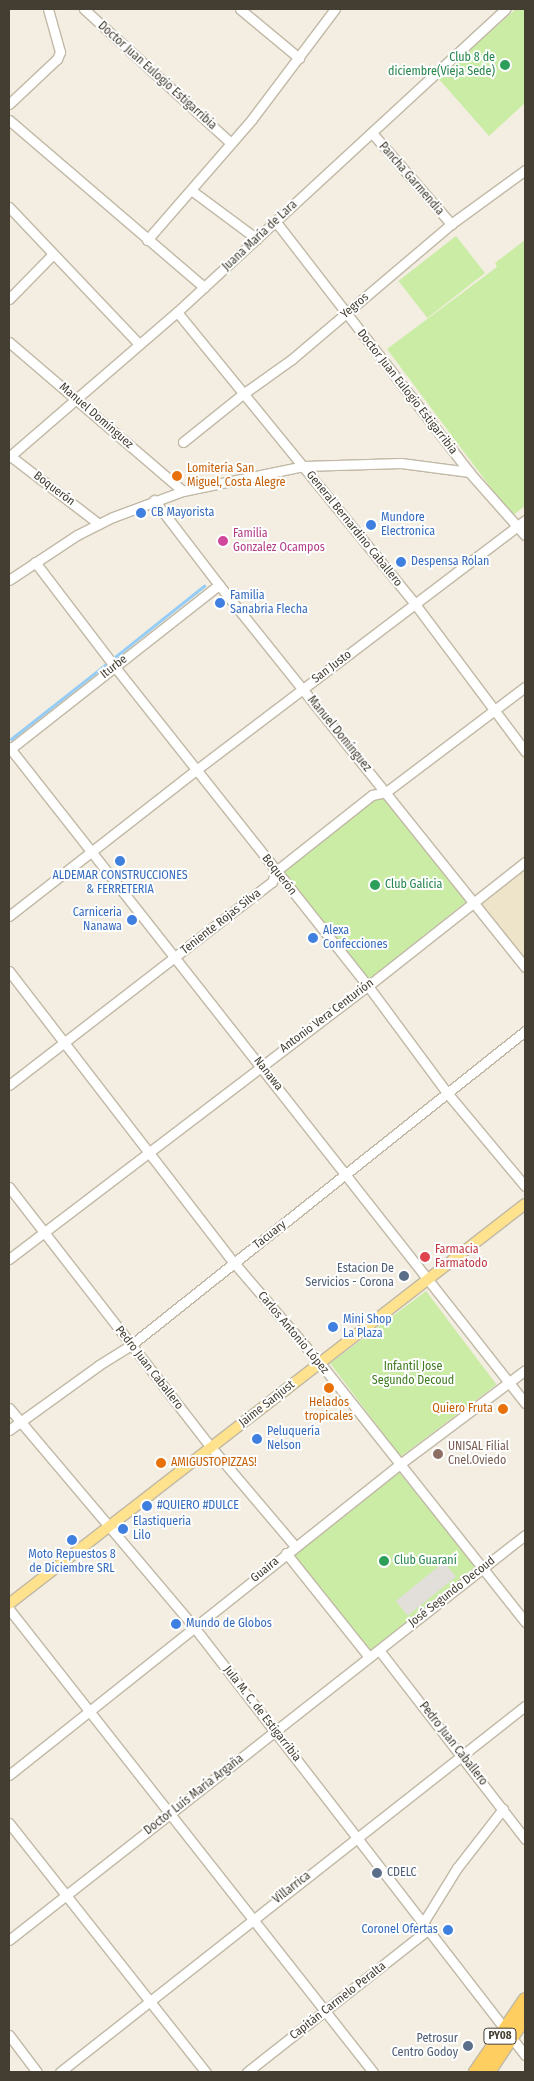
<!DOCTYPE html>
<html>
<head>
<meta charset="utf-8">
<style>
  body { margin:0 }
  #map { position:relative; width:534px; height:2081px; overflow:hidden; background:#f3eee1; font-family:"Fira Sans Condensed",sans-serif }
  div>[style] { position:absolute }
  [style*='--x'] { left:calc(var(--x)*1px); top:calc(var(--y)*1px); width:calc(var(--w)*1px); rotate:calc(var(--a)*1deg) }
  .education>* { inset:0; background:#eee4c9 }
  .green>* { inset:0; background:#caeca5; transform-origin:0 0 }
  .parking>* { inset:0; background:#e2dfdb; transform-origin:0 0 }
  .stream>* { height:2.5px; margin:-1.25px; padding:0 1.25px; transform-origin:1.25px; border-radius:1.25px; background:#96cdf7 }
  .roads { filter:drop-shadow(1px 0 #c1b9a6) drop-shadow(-1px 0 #c1b9a6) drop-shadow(0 1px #c1b9a6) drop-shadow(0 -1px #c1b9a6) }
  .minor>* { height:9px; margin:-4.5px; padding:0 4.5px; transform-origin:4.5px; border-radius:4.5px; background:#fff }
  .major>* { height:10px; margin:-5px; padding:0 5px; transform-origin:5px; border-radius:5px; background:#ffe28e }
  .highway>* { height:12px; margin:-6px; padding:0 6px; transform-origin:6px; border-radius:6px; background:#ffce60 }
  .dots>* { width:14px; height:14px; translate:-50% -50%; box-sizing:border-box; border:2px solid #fff; border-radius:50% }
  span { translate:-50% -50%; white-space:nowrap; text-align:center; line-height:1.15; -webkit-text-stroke:4px #fff; paint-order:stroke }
  .shield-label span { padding:1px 4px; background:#fff; border:1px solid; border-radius:4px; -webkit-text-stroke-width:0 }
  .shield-label { font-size:11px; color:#443e32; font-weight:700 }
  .leisure-label { font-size:12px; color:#27864d }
  .right { translate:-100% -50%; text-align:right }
  .left { translate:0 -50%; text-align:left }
  .street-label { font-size:12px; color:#443e32 }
  .food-label { font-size:12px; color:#c56008 }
  .shop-label { font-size:12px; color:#366cbe }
  .hotel-label { font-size:12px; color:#b23c85 }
  .health-label { font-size:12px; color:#be3a42 }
  .service-label { font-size:12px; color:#4e5e75 }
  .park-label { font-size:12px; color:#407b20 }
  .education-label { font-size:12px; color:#785e54 }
  .frame { position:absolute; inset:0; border:10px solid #443e32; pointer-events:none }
</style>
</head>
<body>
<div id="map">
  <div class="education">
    <i style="clip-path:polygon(525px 869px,525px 961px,480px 904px)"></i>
  </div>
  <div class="green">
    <i style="clip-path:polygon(516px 9px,525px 9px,525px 103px,489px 136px,438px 78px)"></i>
    <i style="left:456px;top:236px;width:47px;height:73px;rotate:52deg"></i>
    <i style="clip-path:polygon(525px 240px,525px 506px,512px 516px,387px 349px,497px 267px,495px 263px)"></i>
    <i style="clip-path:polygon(384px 796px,467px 901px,368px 980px,282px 870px,374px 798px)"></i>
    <i style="left:426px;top:1291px;width:117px;height:120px;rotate:53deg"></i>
    <i style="left:398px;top:1471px;width:123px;height:134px;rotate:51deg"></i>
  </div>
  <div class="parking">
    <i style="left:444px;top:1562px;width:19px;height:62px;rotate:51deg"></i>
  </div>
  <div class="stream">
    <i style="--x:115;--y:657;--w:114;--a:-38.6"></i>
    <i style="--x:11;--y:739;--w:120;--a:-38.2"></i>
  </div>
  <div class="roads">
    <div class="minor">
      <i style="--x:84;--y:9;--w:199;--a:42.4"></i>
      <i style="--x:240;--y:9;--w:77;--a:39.7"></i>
      <i style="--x:9;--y:104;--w:66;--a:-43.2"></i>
      <i style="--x:57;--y:59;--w:8;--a:-67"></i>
      <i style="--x:60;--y:52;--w:45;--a:-105.6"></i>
      <i style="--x:9;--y:120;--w:257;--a:40.6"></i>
      <i style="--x:372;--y:133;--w:121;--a:49"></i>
      <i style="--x:191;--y:190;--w:82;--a:36.6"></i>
      <i style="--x:9;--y:207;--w:189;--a:46.5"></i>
      <i style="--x:276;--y:222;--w:316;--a:52.3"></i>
      <i style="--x:469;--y:472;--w:84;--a:48.4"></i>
      <i style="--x:147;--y:240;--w:160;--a:-49"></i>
      <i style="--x:252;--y:119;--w:138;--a:-53"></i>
      <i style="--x:9;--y:299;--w:63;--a:-45.6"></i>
      <i style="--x:177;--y:312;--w:377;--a:50.8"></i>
      <i style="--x:415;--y:604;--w:184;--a:53.2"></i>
      <i style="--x:9;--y:342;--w:229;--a:40.6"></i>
      <i style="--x:183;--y:442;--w:77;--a:-38.7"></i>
      <i style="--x:243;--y:394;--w:60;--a:-35.5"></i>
      <i style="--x:292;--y:359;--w:209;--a:-40.3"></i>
      <i style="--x:451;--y:224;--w:92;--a:-36.1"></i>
      <i style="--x:9;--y:455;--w:113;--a:37.5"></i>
      <i style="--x:9;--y:457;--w:222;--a:-40.8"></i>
      <i style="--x:177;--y:312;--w:447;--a:-42.7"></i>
      <i style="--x:154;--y:500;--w:107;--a:52.6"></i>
      <i style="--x:219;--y:585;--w:489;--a:51.3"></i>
      <i style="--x:35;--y:562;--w:132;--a:52.7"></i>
      <i style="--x:115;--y:667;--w:407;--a:51.6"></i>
      <i style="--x:368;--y:986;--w:134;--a:53.5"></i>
      <i style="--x:448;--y:1094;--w:120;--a:50.1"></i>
      <i style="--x:9;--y:580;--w:82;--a:-33.5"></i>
      <i style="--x:77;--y:535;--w:40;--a:-26.6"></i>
      <i style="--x:113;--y:517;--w:75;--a:-20.4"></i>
      <i style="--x:183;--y:491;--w:124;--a:-11.7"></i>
      <i style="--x:304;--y:466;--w:97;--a:-1.8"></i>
      <i style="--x:401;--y:463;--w:69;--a:7.5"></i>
      <i style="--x:9;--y:747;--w:835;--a:51.81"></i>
      <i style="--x:9;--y:750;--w:267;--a:-38.2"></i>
      <i style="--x:9;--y:916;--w:237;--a:-38"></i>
      <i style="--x:196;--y:770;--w:413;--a:-37.2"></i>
      <i style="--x:9;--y:971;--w:370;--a:52.4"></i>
      <i style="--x:235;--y:1264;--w:130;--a:49.4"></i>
      <i style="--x:320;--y:1363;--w:330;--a:51.6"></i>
      <i style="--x:9;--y:1085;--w:332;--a:-37.7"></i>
      <i style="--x:272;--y:882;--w:12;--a:-70"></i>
      <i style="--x:276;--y:871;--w:122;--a:-38.4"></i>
      <i style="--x:372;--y:795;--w:14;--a:-12"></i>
      <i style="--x:386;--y:792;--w:174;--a:-37.1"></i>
      <i style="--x:9;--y:1187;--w:329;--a:52.2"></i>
      <i style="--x:211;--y:1447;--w:130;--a:49.7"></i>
      <i style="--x:9;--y:1259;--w:451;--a:-37.3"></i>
      <i style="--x:368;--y:986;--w:200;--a:-38.3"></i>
      <i style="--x:9;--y:1408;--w:287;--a:49.8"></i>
      <i style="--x:194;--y:1627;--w:541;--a:52.28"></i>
      <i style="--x:9;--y:1430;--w:111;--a:-35.8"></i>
      <i style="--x:99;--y:1365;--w:38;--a:-32"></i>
      <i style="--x:131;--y:1345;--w:504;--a:-38.55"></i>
      <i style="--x:286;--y:1553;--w:133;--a:51.4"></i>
      <i style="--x:9;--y:1609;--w:589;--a:51.83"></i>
      <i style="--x:379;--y:1650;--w:239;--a:52.3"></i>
      <i style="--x:9;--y:1775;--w:500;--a:-38.5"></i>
      <i style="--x:400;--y:1464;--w:156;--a:-36.9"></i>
      <i style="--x:9;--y:1823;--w:318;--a:51.7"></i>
      <i style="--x:423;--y:1923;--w:65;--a:-58.3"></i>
      <i style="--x:457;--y:1868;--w:75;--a:-52.1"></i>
      <i style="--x:9;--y:1940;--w:656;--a:-38.13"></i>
      <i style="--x:9;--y:2035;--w:46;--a:52.9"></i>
      <i style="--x:60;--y:2072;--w:592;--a:-38.21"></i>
      <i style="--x:247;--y:2072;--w:231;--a:-38.2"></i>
    </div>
    <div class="major">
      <i style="--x:9;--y:1604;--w:653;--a:-37.78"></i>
    </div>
    <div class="highway">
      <i style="--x:475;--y:2072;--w:88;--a:-55.6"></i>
      <i style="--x:489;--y:2072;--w:65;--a:-56.3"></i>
    </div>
  </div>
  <div class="dots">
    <i style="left:505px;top:65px;background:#2e9e5b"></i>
    <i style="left:177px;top:476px;background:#e8710a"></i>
    <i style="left:141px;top:513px;background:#3f7fe0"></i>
    <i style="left:371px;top:525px;background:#3f7fe0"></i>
    <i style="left:223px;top:541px;background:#d1479c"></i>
    <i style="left:401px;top:562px;background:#3f7fe0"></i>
    <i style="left:220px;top:603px;background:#3f7fe0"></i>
    <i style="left:120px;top:861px;background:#3f7fe0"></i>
    <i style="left:375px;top:885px;background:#2e9e5b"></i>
    <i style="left:132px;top:920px;background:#3f7fe0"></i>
    <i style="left:313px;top:938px;background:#3f7fe0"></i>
    <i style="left:425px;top:1257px;background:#e0444e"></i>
    <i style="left:404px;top:1276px;background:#5c6f8a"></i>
    <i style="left:333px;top:1327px;background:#3f7fe0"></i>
    <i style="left:329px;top:1388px;background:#e8710a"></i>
    <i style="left:503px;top:1409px;background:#e8710a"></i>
    <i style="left:257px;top:1439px;background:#3f7fe0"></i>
    <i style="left:438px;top:1454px;background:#8d6e63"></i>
    <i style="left:161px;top:1463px;background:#e8710a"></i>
    <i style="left:147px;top:1506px;background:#3f7fe0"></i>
    <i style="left:123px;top:1529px;background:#3f7fe0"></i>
    <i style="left:72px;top:1540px;background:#3f7fe0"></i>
    <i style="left:384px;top:1561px;background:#2e9e5b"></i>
    <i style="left:176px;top:1624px;background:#3f7fe0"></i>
    <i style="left:377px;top:1873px;background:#5c6f8a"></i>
    <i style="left:448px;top:1930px;background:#3f7fe0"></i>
    <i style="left:468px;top:2046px;background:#5c6f8a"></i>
  </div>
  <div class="shield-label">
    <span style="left:500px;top:2036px">PY08</span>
  </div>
  <div class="leisure-label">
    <span class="right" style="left:495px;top:65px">Club 8 de<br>diciembre(Vieja Sede)</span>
    <span class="left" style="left:385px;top:885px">Club Galicia</span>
    <span class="left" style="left:394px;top:1561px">Club Guaraní</span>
  </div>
  <div class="street-label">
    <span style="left:157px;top:76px;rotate:42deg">Doctor Juan Eulogio Estigarribia</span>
    <span style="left:411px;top:179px;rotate:49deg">Pancha Garmendia</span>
    <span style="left:260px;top:236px;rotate:-43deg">Juana María de Lara</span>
    <span style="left:355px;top:306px;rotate:-40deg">Yegros</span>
    <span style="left:407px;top:392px;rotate:52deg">Doctor Juan Eulogio Estigarribia</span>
    <span style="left:96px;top:416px;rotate:41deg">Manuel Domínguez</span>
    <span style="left:54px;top:489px;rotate:37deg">Boquerón</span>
    <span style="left:354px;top:529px;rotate:51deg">General Bernardino Caballero</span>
    <span style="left:114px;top:667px;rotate:-38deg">Iturbe</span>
    <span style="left:332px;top:667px;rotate:-37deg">San Justo</span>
    <span style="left:339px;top:734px;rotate:51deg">Manuel Domínguez</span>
    <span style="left:279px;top:875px;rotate:52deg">Boquerón</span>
    <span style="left:221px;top:922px;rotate:-38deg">Teniente Rojas Silva</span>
    <span style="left:327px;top:1016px;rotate:-37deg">Antonio Vera Centurión</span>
    <span style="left:268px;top:1074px;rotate:52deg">Nanawa</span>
    <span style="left:270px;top:1235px;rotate:-38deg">Tacuary</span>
    <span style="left:293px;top:1333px;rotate:50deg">Carlos Antonio López</span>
    <span style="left:149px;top:1368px;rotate:52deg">Pedro Juan Caballero</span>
    <span style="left:267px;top:1404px;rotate:-38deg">Jaime Sanjust</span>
    <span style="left:265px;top:1570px;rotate:-39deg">Guaira</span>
    <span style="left:452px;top:1592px;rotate:-38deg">José Segundo Decoud</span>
    <span style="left:262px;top:1714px;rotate:52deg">Jula M. C. de Estigarribia</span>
    <span style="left:453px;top:1744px;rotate:52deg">Pedro Juan Caballero</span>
    <span style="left:194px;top:1795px;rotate:-38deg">Doctor Luís María Argaña</span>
    <span style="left:292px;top:1888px;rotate:-38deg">Villarrica</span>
    <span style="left:338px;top:2001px;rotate:-38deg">Capitán Carmelo Peralta</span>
  </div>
  <div class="food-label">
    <span class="left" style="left:187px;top:476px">Lomitería San<br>Miguel, Costa Alegre</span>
    <span style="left:329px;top:1410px">Helados<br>tropicales</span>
    <span class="right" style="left:493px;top:1409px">Quiero Fruta</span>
    <span class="left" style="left:171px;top:1463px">AMIGUSTOPIZZAS!</span>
  </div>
  <div class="shop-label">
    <span class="left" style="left:151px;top:513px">CB Mayorista</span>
    <span class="left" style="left:381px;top:525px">Mundore<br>Electronica</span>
    <span class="left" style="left:411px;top:562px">Despensa Rolan</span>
    <span class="left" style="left:230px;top:603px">Familia<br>Sanabria Flecha</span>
    <span style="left:120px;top:883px">ALDEMAR CONSTRUCCIONES<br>&amp; FERRETERIA</span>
    <span class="right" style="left:122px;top:920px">Carniceria<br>Nanawa</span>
    <span class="left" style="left:323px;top:938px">Alexa<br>Confecciones</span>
    <span class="left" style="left:343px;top:1327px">Mini Shop<br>La Plaza</span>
    <span class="left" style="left:267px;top:1439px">Peluquería<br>Nelson</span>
    <span class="left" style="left:157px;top:1506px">#QUIERO #DULCE</span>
    <span class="left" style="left:133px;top:1529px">Elastiqueria<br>Lilo</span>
    <span style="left:72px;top:1562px">Moto Repuestos 8<br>de Diciembre SRL</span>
    <span class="left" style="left:186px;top:1624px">Mundo de Globos</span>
    <span class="right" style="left:438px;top:1930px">Coronel Ofertas</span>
  </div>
  <div class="hotel-label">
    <span class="left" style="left:233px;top:541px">Familia<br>Gonzalez Ocampos</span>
  </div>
  <div class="health-label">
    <span class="left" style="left:435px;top:1257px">Farmacia<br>Farmatodo</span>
  </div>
  <div class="service-label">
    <span class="right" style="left:394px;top:1276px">Estacion De<br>Servicios - Corona</span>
    <span class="left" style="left:387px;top:1873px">CDELC</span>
    <span class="right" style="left:458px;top:2046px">Petrosur<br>Centro Godoy</span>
  </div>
  <div class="park-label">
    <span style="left:413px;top:1374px">Infantil Jose<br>Segundo Decoud</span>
  </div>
  <div class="education-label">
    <span class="left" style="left:448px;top:1454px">UNISAL Filial<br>Cnel.Oviedo</span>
  </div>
  <div class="frame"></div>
</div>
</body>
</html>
------------------------------------------------------------
ABOUT THIS EXERCISE | With the pictures left out, restate word for word every line of the data above, from the first down to the line that contains "filter:drop-shadow(1px 0 #c1b9a6)".

RESPONSE BELOW |
<!DOCTYPE html>
<html>
<head>
<meta charset="utf-8">
<style>
  body { margin:0 }
  #map { position:relative; width:534px; height:2081px; overflow:hidden; background:#f3eee1; font-family:"Fira Sans Condensed",sans-serif }
  div>[style] { position:absolute }
  [style*='--x'] { left:calc(var(--x)*1px); top:calc(var(--y)*1px); width:calc(var(--w)*1px); rotate:calc(var(--a)*1deg) }
  .education>* { inset:0; background:#eee4c9 }
  .green>* { inset:0; background:#caeca5; transform-origin:0 0 }
  .parking>* { inset:0; background:#e2dfdb; transform-origin:0 0 }
  .stream>* { height:2.5px; margin:-1.25px; padding:0 1.25px; transform-origin:1.25px; border-radius:1.25px; background:#96cdf7 }
  .roads { filter:drop-shadow(1px 0 #c1b9a6) drop-shadow(-1px 0 #c1b9a6) drop-shadow(0 1px #c1b9a6) drop-shadow(0 -1px #c1b9a6) }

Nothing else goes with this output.